Stored items from a collection:
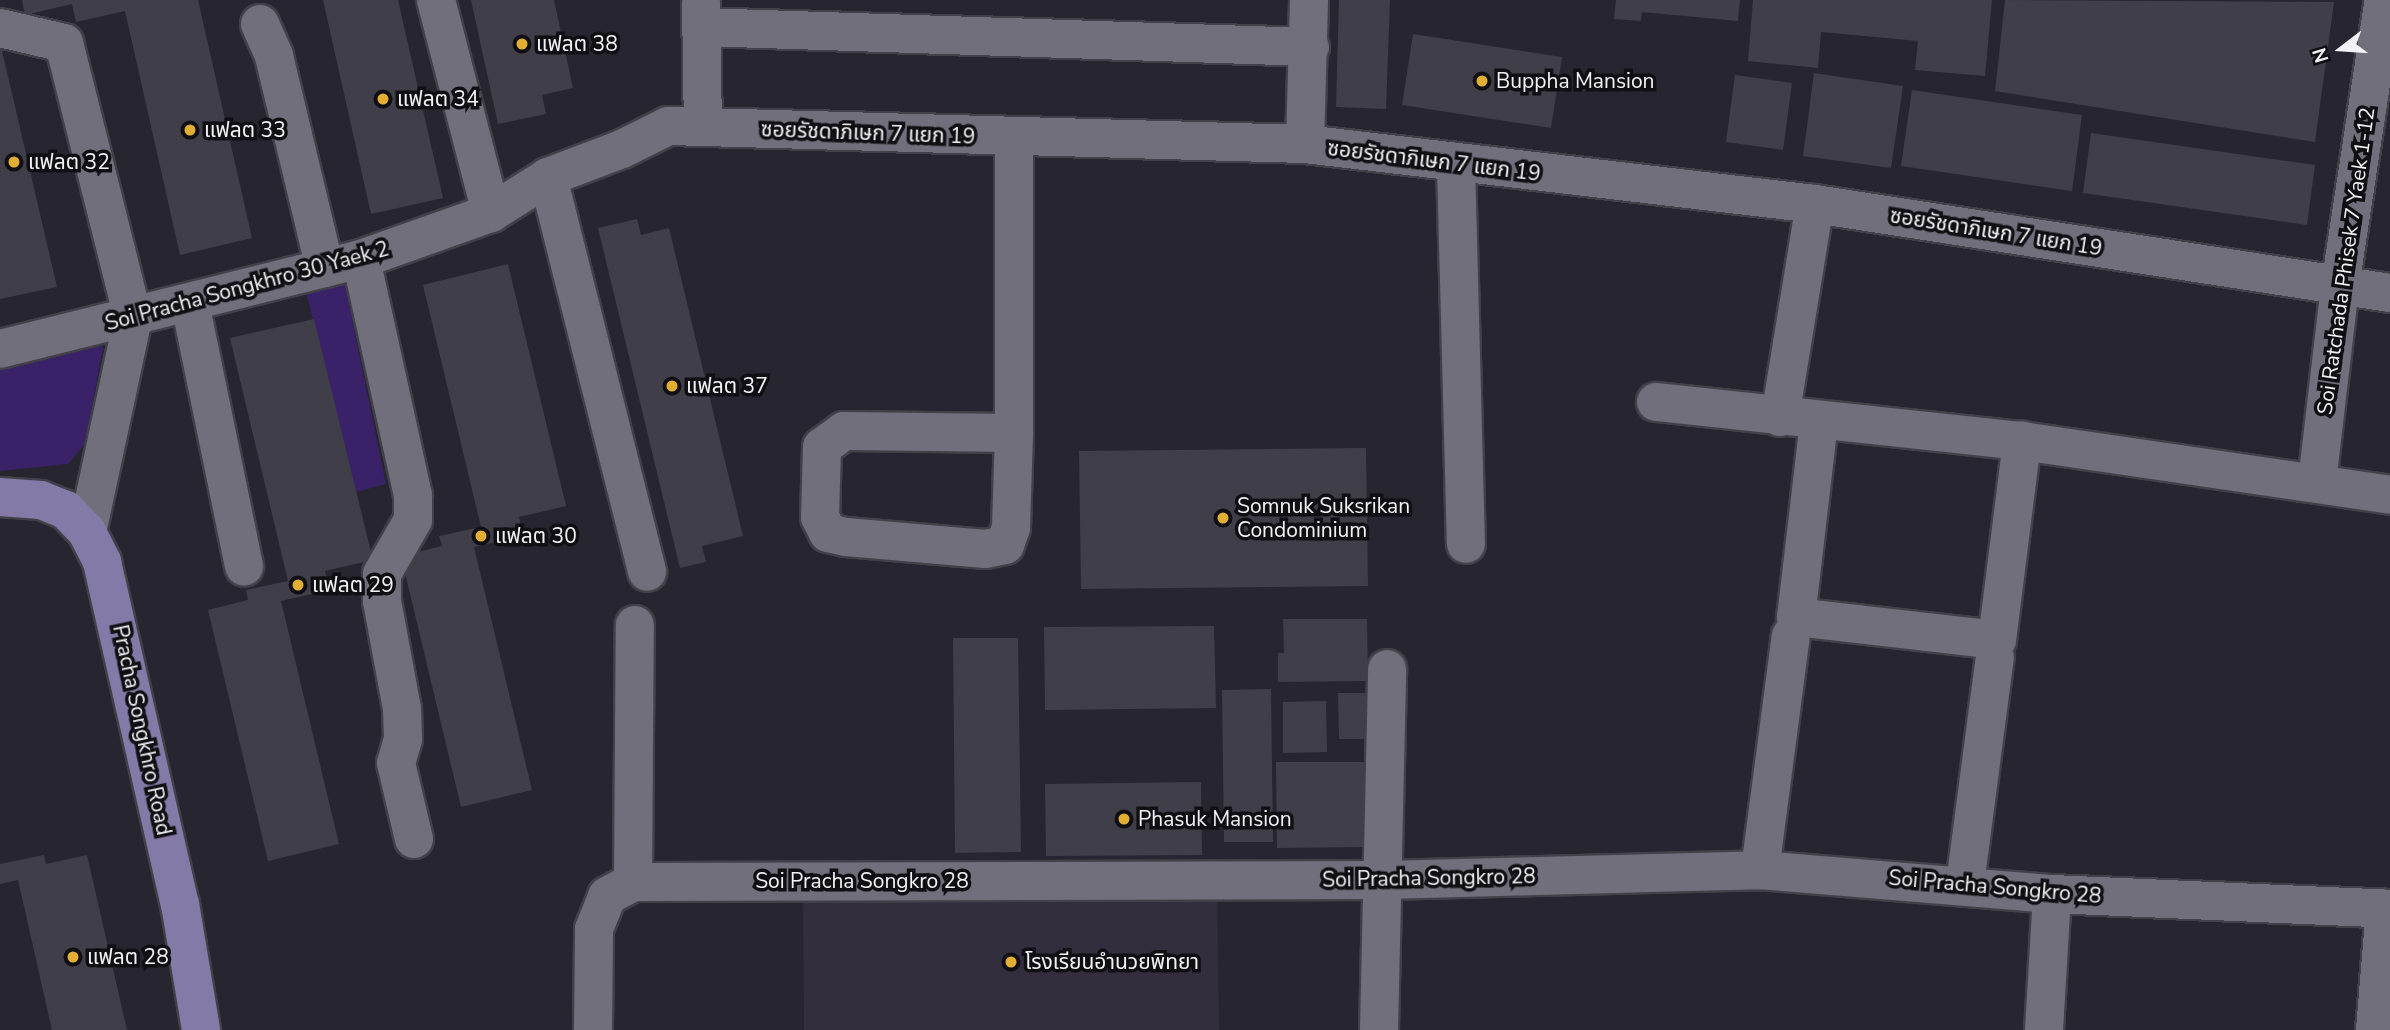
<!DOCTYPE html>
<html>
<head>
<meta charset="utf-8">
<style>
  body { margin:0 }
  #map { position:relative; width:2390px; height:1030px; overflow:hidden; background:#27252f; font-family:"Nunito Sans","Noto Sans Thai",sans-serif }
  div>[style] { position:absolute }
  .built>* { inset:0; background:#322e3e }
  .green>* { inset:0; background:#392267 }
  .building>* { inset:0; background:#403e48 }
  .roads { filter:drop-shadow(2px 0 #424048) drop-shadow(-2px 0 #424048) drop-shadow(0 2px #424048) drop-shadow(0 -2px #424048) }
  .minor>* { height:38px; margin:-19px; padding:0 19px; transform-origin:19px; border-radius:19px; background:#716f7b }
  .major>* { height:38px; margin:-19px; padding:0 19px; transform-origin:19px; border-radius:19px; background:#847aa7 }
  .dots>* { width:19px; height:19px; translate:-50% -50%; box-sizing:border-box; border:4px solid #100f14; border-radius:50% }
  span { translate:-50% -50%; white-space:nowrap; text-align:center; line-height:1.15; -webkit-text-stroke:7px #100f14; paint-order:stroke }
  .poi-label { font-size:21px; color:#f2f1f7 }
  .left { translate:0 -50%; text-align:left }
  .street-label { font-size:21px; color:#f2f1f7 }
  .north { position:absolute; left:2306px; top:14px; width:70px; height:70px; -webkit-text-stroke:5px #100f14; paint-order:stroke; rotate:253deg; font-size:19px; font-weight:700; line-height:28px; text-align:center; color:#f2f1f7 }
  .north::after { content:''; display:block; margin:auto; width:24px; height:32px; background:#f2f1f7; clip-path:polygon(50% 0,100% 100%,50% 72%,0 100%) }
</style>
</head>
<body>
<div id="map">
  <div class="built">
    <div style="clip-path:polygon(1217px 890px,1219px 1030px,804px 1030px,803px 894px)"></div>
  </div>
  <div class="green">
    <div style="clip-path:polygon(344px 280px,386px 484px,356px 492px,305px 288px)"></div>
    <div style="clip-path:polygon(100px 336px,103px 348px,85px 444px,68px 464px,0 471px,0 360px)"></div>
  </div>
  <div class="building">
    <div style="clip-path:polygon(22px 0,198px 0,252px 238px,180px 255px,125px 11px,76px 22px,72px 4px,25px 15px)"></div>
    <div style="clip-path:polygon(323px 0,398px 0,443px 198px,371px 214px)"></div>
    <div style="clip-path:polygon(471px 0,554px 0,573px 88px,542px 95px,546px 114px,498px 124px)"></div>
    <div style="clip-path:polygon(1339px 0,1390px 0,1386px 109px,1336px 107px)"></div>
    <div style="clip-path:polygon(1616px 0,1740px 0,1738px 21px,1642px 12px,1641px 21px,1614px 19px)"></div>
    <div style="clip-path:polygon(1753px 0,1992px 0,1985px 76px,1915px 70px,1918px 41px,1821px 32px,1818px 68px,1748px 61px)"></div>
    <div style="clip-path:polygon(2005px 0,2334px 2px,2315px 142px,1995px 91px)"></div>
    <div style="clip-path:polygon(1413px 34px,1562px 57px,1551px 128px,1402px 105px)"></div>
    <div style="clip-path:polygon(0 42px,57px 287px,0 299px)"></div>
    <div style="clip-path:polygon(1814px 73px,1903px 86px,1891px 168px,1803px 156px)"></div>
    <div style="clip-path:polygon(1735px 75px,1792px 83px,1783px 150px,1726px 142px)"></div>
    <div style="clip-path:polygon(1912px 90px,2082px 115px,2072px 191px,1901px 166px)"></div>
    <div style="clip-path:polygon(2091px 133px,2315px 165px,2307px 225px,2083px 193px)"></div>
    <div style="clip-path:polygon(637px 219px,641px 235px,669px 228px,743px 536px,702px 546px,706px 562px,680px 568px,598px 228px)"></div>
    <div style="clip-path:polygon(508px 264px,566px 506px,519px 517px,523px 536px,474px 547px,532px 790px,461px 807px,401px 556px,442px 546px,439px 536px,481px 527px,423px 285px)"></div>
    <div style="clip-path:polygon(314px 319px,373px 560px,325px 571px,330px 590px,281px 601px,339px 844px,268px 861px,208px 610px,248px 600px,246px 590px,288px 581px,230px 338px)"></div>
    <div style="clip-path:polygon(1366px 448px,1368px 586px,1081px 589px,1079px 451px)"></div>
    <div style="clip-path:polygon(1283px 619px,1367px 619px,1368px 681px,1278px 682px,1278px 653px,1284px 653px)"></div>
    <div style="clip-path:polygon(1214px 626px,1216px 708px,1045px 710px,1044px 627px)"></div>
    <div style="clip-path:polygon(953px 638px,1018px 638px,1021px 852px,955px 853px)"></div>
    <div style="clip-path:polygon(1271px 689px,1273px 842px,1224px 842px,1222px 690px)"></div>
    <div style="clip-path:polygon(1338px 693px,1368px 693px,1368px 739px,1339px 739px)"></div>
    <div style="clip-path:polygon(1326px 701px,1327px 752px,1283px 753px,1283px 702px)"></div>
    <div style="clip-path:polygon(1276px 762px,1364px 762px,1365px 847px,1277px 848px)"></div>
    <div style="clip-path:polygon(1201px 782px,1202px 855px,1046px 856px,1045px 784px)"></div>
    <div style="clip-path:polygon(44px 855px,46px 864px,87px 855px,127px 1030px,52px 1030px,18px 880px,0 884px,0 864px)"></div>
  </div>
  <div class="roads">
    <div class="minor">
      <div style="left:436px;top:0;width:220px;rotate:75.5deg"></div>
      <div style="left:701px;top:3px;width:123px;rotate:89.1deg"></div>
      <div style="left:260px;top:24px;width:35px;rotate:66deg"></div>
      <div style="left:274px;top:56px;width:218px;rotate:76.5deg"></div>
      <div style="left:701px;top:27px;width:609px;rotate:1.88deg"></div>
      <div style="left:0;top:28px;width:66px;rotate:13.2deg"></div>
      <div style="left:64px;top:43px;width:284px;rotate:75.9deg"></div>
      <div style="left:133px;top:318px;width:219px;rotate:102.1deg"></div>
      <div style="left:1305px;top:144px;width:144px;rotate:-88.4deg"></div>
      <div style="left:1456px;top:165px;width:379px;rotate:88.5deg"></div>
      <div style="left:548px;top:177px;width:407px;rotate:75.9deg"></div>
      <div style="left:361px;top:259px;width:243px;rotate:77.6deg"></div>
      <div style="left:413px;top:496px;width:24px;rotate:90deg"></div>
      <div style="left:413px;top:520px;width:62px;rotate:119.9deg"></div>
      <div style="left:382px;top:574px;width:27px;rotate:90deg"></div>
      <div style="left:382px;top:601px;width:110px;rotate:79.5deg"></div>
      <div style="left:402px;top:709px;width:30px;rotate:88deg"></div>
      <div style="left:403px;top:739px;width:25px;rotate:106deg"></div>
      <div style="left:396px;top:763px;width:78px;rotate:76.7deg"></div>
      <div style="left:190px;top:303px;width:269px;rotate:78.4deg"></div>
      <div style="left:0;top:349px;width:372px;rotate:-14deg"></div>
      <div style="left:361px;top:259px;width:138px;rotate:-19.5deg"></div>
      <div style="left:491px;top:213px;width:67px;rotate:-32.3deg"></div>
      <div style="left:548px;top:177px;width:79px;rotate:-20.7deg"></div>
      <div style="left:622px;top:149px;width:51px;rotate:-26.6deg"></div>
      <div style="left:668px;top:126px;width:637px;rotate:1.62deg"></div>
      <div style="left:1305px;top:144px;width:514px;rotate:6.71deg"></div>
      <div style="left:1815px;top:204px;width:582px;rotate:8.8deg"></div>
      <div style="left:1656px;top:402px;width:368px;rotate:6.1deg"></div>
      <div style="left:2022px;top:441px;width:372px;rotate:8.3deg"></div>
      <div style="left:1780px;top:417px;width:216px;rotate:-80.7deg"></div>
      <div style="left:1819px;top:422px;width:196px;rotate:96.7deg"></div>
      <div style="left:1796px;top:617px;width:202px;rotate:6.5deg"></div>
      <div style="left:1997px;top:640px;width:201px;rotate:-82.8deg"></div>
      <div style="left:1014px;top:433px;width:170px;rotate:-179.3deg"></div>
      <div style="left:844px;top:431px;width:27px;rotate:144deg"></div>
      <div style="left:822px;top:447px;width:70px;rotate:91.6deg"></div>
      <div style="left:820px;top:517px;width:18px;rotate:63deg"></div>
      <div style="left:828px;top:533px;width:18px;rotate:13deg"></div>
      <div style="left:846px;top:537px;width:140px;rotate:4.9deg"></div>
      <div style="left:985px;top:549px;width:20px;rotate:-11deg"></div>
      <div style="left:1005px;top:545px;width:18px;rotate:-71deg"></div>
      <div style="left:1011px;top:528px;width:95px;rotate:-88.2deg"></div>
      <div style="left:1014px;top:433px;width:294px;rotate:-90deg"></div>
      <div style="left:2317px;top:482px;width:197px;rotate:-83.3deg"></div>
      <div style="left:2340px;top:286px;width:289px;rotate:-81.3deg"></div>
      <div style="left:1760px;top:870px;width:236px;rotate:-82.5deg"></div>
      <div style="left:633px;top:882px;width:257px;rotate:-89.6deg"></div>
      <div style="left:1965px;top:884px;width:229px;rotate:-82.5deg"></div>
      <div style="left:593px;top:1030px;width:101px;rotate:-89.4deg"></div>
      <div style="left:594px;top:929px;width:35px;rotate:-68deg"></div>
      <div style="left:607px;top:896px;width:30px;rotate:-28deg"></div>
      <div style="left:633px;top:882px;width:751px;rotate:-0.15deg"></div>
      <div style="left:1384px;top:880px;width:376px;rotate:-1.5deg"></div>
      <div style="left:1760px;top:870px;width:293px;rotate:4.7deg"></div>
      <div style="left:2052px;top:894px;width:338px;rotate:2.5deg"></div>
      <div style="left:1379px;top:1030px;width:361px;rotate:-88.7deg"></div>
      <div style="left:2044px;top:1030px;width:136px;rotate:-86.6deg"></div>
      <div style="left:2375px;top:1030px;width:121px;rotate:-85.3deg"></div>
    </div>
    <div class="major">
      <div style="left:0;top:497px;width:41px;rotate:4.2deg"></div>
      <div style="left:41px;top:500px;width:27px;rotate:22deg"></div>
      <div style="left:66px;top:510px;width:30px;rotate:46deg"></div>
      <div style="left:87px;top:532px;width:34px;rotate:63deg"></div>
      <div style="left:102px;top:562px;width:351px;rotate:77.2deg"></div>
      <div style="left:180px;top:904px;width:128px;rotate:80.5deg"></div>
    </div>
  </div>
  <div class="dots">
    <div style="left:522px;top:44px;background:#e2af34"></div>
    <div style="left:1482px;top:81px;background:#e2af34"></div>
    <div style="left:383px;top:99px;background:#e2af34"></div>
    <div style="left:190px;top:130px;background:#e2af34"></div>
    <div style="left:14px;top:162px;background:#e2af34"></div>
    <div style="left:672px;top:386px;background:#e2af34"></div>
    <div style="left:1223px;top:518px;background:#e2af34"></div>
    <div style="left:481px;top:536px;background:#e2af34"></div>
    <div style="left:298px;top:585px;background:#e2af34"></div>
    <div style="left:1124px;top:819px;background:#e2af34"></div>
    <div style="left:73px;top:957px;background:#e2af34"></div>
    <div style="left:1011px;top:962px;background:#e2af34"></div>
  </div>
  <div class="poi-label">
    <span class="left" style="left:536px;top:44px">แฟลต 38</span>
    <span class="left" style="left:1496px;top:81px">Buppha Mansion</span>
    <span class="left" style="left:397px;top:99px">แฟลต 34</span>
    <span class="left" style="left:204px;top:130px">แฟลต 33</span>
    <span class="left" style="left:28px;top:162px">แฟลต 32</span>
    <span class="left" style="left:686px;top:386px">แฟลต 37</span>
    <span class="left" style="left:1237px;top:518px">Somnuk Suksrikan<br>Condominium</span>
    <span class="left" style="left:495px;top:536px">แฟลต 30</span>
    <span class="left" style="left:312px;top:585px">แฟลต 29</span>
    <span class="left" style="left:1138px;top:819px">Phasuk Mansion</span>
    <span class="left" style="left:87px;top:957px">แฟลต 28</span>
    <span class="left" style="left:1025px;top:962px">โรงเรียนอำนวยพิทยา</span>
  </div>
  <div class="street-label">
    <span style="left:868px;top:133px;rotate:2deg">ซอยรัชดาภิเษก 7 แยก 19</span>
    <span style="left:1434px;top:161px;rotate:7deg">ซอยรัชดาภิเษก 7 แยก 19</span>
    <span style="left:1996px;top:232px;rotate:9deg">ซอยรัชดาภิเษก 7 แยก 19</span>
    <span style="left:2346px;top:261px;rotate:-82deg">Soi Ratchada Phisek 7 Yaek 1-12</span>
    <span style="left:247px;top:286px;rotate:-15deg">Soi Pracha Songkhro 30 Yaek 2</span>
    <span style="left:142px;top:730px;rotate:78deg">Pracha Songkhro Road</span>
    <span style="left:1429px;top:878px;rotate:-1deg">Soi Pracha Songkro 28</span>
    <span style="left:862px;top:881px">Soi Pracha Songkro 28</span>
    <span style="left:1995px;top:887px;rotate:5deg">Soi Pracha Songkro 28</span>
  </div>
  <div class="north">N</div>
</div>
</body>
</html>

▸ **Work task**: Considering each line of the records on its own, count those that contain "dots" and give only that number.

▸ **Worked solution**: 2